There’s a principle in game design that’s referred to variously as rubber band or elastic artificial intelligence. While descriptions of the concept refer to it as “cheating”, and discussions of the technique can sometimes devolve into a litany of frustrated complaints, the idea clearly works. Put simply, an elastic artificial intelligence helps a game adapt to the varying skill levels of players, keeping a game competitive when it might otherwise simply let one player profit from an advantage to the degree that the game would become boring, frustrating, or simply unwinnable for all other players.
In a system like Mario Kart, which uses an elastic intelligence, computer-controlled opponents can vary their skill levels, and human-controlled opponents get advantages that make them better competitors. Adversaries get more adept as your own skill level rises, and in general, gameplay gets more balanced and more satisfying for most players, with the exception of the person in the lead. The leading player is merely kept from running away with the game every single time in a well-balanced game, or in a poorly-designed one, they’re punished for being good at the game.
This principle of balancing strengths in a game is pretty important for any system to remain engaging and entertaining for all players; The same idea of balanced gameplay is seen in any kind of multiplayer game. A recent Wired article on board game phenomenon The Settlers of Catan describes its analog implementation of a rubber band AI:
[T]he game is designed to restore balance when someone pulls ahead. If one player gets a clear lead, that person is suddenly the prime candidate for frequent attacks by the Robber, a neat hack that Teuber installed. Roll a seven—the most likely outcome of a two-dice roll, as any craps player knows—and those with more than seven resource cards in their hand lose half their stash, while the person who rolled gets to place a small figure called the Robber on a resource tile, shutting down production of resources for every settlement on that tile.
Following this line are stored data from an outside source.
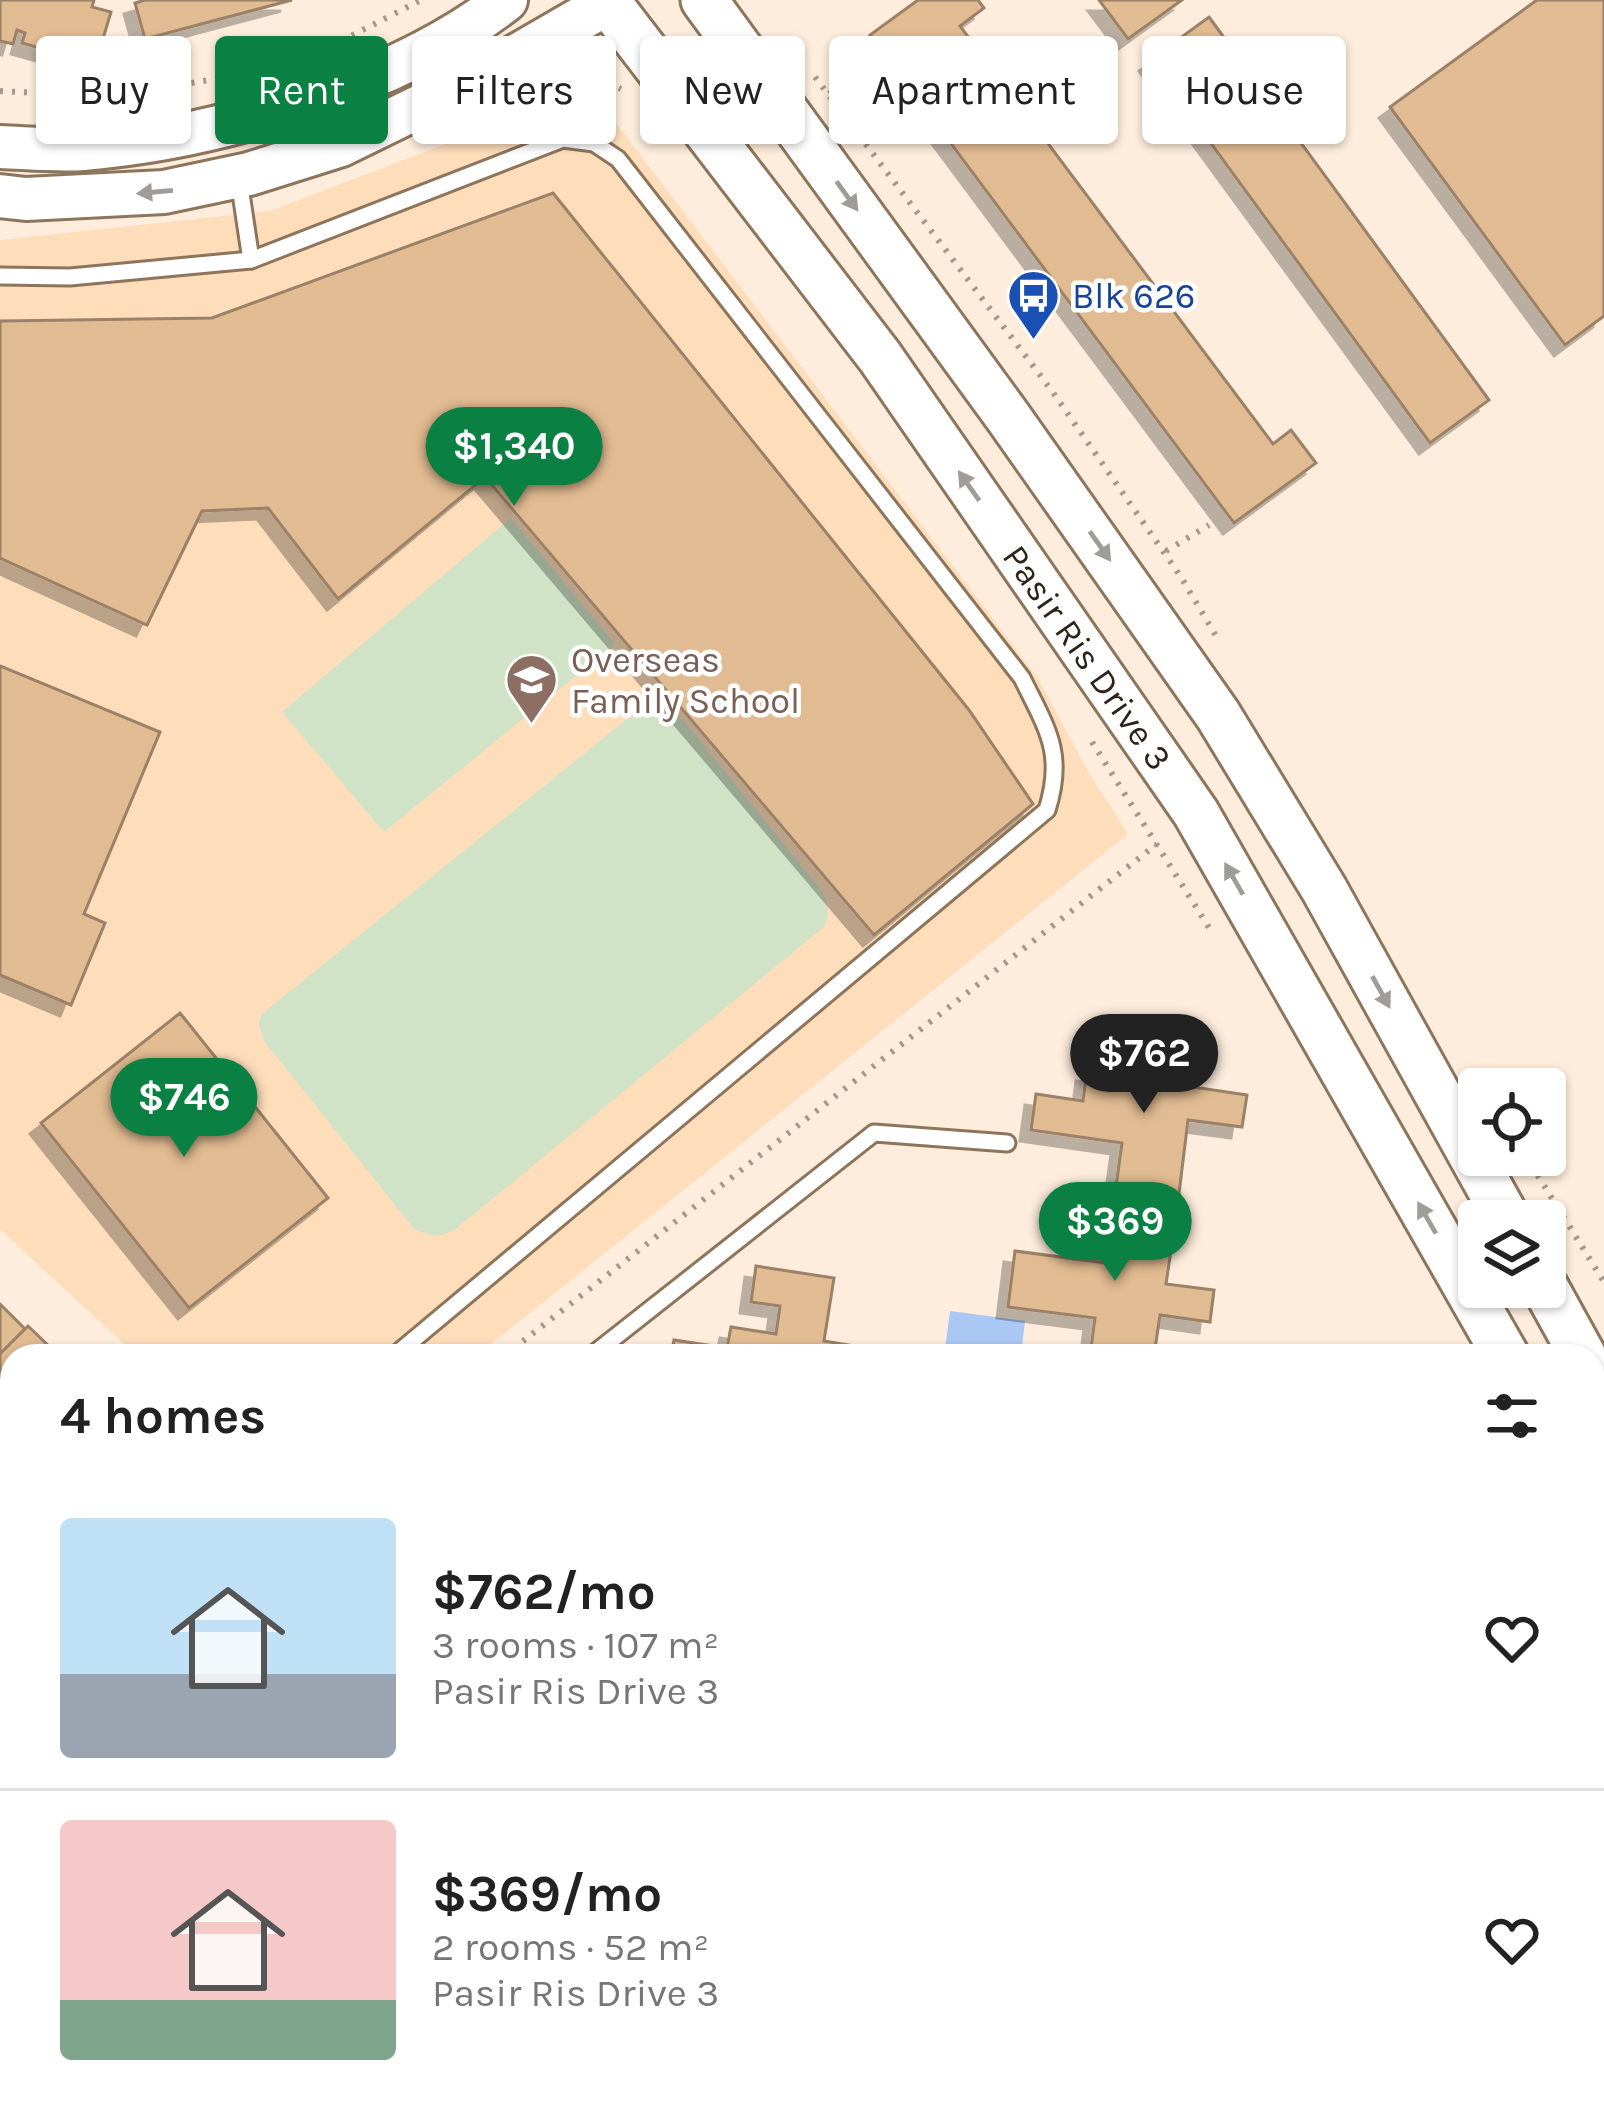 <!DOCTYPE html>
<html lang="en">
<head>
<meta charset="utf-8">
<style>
  body { margin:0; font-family:Karla,sans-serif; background:#f2f2f2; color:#222; height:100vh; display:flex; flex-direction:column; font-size:45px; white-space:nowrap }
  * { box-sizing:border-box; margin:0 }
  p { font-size:39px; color:#767676 }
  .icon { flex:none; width:66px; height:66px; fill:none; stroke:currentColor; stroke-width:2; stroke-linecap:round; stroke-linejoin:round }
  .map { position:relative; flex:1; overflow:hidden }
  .details { position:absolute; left:0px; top:1344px; width:1605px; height:771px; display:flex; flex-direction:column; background:#fff; border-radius:36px 36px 0 0; box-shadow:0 3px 9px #0004 }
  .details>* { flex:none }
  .top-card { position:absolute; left:36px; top:36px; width:1533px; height:108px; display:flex; gap:24px }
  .buttons { position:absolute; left:1458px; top:1068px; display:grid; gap:24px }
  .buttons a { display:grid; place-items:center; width:108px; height:108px; border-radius:12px; background:#fff; box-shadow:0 3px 9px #0004; font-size:60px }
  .price { position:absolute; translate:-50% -102px; padding:0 27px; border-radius:42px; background:#0b8043; color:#fff; font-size:39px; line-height:78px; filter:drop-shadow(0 3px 6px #0008) }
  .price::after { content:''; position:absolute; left:50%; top:72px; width:36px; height:27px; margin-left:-18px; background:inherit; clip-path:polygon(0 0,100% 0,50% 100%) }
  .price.current { background:#222; color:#fff }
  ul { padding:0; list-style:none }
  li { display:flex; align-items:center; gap:36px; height:300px; padding:0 60px }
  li+li { border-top:3px solid #e0e0e0 }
  li span { display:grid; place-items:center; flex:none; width:336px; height:240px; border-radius:12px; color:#555 }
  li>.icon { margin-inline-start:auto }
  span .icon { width:144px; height:144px; fill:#fffc; stroke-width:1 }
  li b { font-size:51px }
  h2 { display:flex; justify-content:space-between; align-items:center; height:144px; padding:0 60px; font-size:51px }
  .pill { padding:0 42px; border-radius:12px; background:#fff; box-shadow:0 3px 9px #0004; font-size:42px; line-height:108px }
  .pill.current { background:#0b8043; color:#fff }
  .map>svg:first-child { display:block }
  .built { fill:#feddba }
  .green { fill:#d0e3c6 }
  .water { fill:#abc8f5 }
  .building { fill:#e1bb91; stroke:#9a8167; stroke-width:3; filter:url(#shadow) }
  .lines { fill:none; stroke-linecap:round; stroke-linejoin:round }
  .lane-casing { stroke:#8d755b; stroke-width:21 }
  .street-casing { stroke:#8d755b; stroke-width:36 }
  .secondary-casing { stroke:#8d755b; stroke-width:48 }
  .primary-casing { stroke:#8d755b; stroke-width:51 }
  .path { stroke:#a69889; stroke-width:6; stroke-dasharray:3 9; stroke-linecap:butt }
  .lane { stroke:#fff; stroke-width:15 }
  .street { stroke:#fff; stroke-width:30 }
  .secondary { stroke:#fff; stroke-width:42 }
  .primary { stroke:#fff; stroke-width:45 }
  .oneway { fill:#a09c97 }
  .labels { text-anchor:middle; stroke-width:9; stroke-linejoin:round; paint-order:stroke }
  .transit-label { font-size:36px; fill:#164399; stroke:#fff; text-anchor:start }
  .street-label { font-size:36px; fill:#2d2318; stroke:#fff }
  .education-label { font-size:36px; fill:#785e54; stroke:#fff; text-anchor:start }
</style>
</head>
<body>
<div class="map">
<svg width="1604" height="2114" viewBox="0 0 1604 2114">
  <defs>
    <filter id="shadow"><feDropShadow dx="-11" dy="11" stdDeviation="0" flood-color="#0004"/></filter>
  </defs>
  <rect width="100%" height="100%" fill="#feeddc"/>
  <!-- built -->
  <path class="built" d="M590 89 1037 677 1090 775 1128 834 476 1356H137L0 1229V240L270 211Z"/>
  <!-- green -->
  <g class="green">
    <path d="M511 518 615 644 384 832 282 712Z"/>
    <path d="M653 705 669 710 684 721 820 889C829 903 830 911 825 926L457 1228C442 1238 430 1236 414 1229L264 1041 259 1024 262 1014 627 719Z"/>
    <path d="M12 1561V2103H455L465 2114H0V1565Z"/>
  </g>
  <!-- water -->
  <path class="water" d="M950 1311 1025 1321 1021 1356H944Z"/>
  <!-- building -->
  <g class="building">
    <path d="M0 0H94L92 7 111 12 102 42 94 39 89 55 77 51 75 58 22 43 25 33 17 30 13 44 0 41Z"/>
    <path d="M145 0H292L145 39 135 3Z"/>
    <path d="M918 0H978L984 8 960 26 1273 444 1291 430 1316 463 1234 523 870 35Z"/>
    <path d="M1099 0H1182L1128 39Z"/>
    <path d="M1537 0H1604V316L1565 345 1390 107Z"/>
    <path d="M1209 17 1489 400 1430 443 1150 60Z"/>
    <path d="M553 193 969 710 1033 804 874 935 485 477 338 599 268 508 202 511 147 625 0 558V321L212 318Z"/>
    <path d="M0 666 160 732 84 914 105 923 71 1005 0 975Z"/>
    <path d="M180 1013 328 1198 189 1308 41 1123Z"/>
    <path d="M1138 1030 1199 1038 1193 1087 1247 1095 1242 1127 1188 1120 1177 1210 1114 1201 1122 1143 1031 1130 1036 1094 1083 1101 1087 1070 1132 1076Z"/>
    <path d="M1114 1201 1177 1210 1166 1284 1214 1290 1210 1322 1160 1315 1154 1356H1090L1095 1318 1008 1307 1015 1251 1106 1263Z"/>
    <path d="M756 1266 834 1278 824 1341 867 1348 866 1356H671L674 1340 727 1348 731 1327 776 1334 780 1306 751 1302Z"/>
    <path d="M0 1304 25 1329 0 1354Z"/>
    <path d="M28 1326 55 1352 51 1356H12V1396L0 1409V1354Z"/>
    <path d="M12 1396V1456L5 1462 0 1457V1409Z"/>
  </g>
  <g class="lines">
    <defs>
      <g id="lane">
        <path d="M239 180 251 260"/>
        <path d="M0 276 70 277 251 260 563 139 594 143 618 159 1022 678C1047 729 1065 753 1047 810L394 1356"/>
        <path d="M591 1356 874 1133 1007 1143"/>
      </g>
      <g id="street">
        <path d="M1593 1437 1604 1426"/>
        <path d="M0 1517 12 1513"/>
        <path d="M688 2103 709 2114"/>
        <path d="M866 2114 888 2103"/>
      </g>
      <g id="secondary">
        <path d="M0 147C27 148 56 151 83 149 218 138 399 84 506 0"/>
        <path d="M0 196 26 199 164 192 249 174 341 145 478 78 613 0"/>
      </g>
      <g id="primary">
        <path d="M606 0 880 357 1196 813 1506 1356"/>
        <path d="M704 0 1008 417 1218 715 1324 889 1508 1221"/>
        <path d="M1545 1287 1583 1356"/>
        <path d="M1593 1374 1604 1394"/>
        <path d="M1593 1512 1604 1534"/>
      </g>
    </defs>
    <!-- lane casing -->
    <use href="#lane" class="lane-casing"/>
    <!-- street casing -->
    <use href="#street" class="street-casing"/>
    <!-- secondary casing -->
    <use href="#secondary" class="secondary-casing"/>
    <!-- primary casing -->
    <use href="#primary" class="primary-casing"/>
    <!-- path -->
    <g class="path">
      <path d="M588 57 594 77 621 89"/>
      <path d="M815 77 1052 391 1181 577 1216 636"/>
      <path d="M0 91C93 97 187 89 277 65 324 53 377 22 421 0"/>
      <path d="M829 94 859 70"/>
      <path d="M1166 551 1209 525"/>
      <path d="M1092 742 1213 934"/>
      <path d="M1525 1155 1604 1282"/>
      <path d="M504 1356 1157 844"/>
      <path d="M1597 1647 1604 1623"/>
      <path d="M638 2103 647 2114"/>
      <path d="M972 2114 986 2103"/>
    </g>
    <!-- lane -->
    <use href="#lane" class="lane"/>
    <!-- street -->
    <use href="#street" class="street"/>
    <!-- secondary -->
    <use href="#secondary" class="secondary"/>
    <!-- primary -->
    <use href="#primary" class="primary"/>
  </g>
  <!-- one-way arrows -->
  <defs><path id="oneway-solid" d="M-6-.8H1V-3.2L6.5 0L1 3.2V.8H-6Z" transform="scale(3)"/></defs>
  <g class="oneway">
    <use href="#oneway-solid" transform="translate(155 192) rotate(175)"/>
    <use href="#oneway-solid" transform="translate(847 196) rotate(54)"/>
    <use href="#oneway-solid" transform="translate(969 486) rotate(-125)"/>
    <use href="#oneway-solid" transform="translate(1100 546) rotate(55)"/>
    <use href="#oneway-solid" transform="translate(1234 879) rotate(-120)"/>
    <use href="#oneway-solid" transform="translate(1381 992) rotate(61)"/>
    <use href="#oneway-solid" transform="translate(1427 1218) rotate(-120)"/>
  </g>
  <!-- icons -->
  <defs>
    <symbol id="bus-pin" viewBox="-11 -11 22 30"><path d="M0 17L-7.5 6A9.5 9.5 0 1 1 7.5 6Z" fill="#1a4fb4" stroke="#fff"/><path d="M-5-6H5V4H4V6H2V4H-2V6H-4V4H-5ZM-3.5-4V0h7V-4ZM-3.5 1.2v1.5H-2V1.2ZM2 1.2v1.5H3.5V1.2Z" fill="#fff"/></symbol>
    <symbol id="school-pin" viewBox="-11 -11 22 30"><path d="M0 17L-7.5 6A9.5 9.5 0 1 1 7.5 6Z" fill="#8d6e63" stroke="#fff"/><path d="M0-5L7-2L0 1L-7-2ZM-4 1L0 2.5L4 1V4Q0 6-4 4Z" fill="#fff"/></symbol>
  </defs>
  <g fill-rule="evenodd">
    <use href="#bus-pin" x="1004" y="266" width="59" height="81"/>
    <use href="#school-pin" x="502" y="650" width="59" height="81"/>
  </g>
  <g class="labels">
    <!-- transit labels -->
    <g class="transit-label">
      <text x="1072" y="308">Blk 626</text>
    </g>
    <!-- street labels -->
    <g class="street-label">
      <text transform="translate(1088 657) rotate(55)" y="13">Pasir Ris Drive 3</text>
    </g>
    <!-- education labels -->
    <g class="education-label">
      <text x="571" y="672">Overseas<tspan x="571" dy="41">Family School</tspan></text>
    </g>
  </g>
</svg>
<div class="buttons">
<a><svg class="icon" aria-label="locate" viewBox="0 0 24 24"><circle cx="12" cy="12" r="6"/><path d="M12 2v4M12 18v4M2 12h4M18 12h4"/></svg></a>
<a><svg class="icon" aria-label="layers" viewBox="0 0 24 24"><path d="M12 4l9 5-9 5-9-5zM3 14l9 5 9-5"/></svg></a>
</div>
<b class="price" style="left:514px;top:509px">$1,340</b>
<b class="price current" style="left:1144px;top:1116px">$762</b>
<b class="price" style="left:184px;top:1160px">$746</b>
<b class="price" style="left:1115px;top:1284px">$369</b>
<div class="top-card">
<a class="pill">Buy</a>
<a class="pill current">Rent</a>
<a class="pill">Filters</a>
<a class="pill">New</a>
<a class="pill">Apartment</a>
<a class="pill">House</a>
</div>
<section class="details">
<h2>4 homes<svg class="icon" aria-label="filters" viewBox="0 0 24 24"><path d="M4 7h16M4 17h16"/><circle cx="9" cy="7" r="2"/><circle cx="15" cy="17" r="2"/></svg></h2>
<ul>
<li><span style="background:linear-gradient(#bfe0f5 65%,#9aa5b1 0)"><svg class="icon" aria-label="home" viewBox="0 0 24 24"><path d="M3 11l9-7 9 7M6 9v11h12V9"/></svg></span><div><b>$762/mo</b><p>3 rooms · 107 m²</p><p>Pasir Ris Drive 3</p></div><svg class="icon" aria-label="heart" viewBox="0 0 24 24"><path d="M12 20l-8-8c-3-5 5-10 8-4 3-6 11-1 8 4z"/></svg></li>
<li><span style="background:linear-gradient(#f6c9c9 75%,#7fa58c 0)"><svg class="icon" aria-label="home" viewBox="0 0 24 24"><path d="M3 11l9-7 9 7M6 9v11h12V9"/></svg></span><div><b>$369/mo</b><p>2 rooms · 52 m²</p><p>Pasir Ris Drive 3</p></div><svg class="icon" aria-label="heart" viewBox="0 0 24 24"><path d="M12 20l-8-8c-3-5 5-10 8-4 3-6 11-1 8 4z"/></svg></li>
</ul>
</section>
</div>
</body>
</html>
Not surprisingly, players often target the settler with the most points.
In addition to deploying the Robber, players will usually stop trading with any clear leader. In tandem, these two lines of attack can reduce a front-runner’s progress to a crawl. Meanwhile, lagging opponents have multiple avenues for catching up.
The interesting thing is that, while a generation has grown up familiar with the idea of elastic balancing, it’s still a relatively controversial idea. In games like the Madden football series, where its effect is heavy-handed and obvious, it makes sense that players would balk. But some part of me feels like a lot of the people who complain about these features are the sort of people who object to letting their nephew win at Mario Kart sometimes, just so the game is more fun for everybody.
Interestingly, the “rubber band” analogy for this kind of game balancing is more apt than it might seem at first, when you consider the effect it has on keeping a game fun and lighthearted for a group of players. Rubber bands actually heat up when they’re stretched, but cool down when they’re restored to their natural state. So an elastic AI really is trying to function as a system that “cools down” a crowd of people who are playing a game.
I’ll leave it as an exercise to the reader to extrapolate on the political impacts we’ll see from a generation growing up seeing elastic artificial intelligence as an important part of keeping harmony in a community of people playing the same game. For the record, I’m a very good Mario Kart player, but I’m still strongly in favor of its use of elastic artificial intelligence.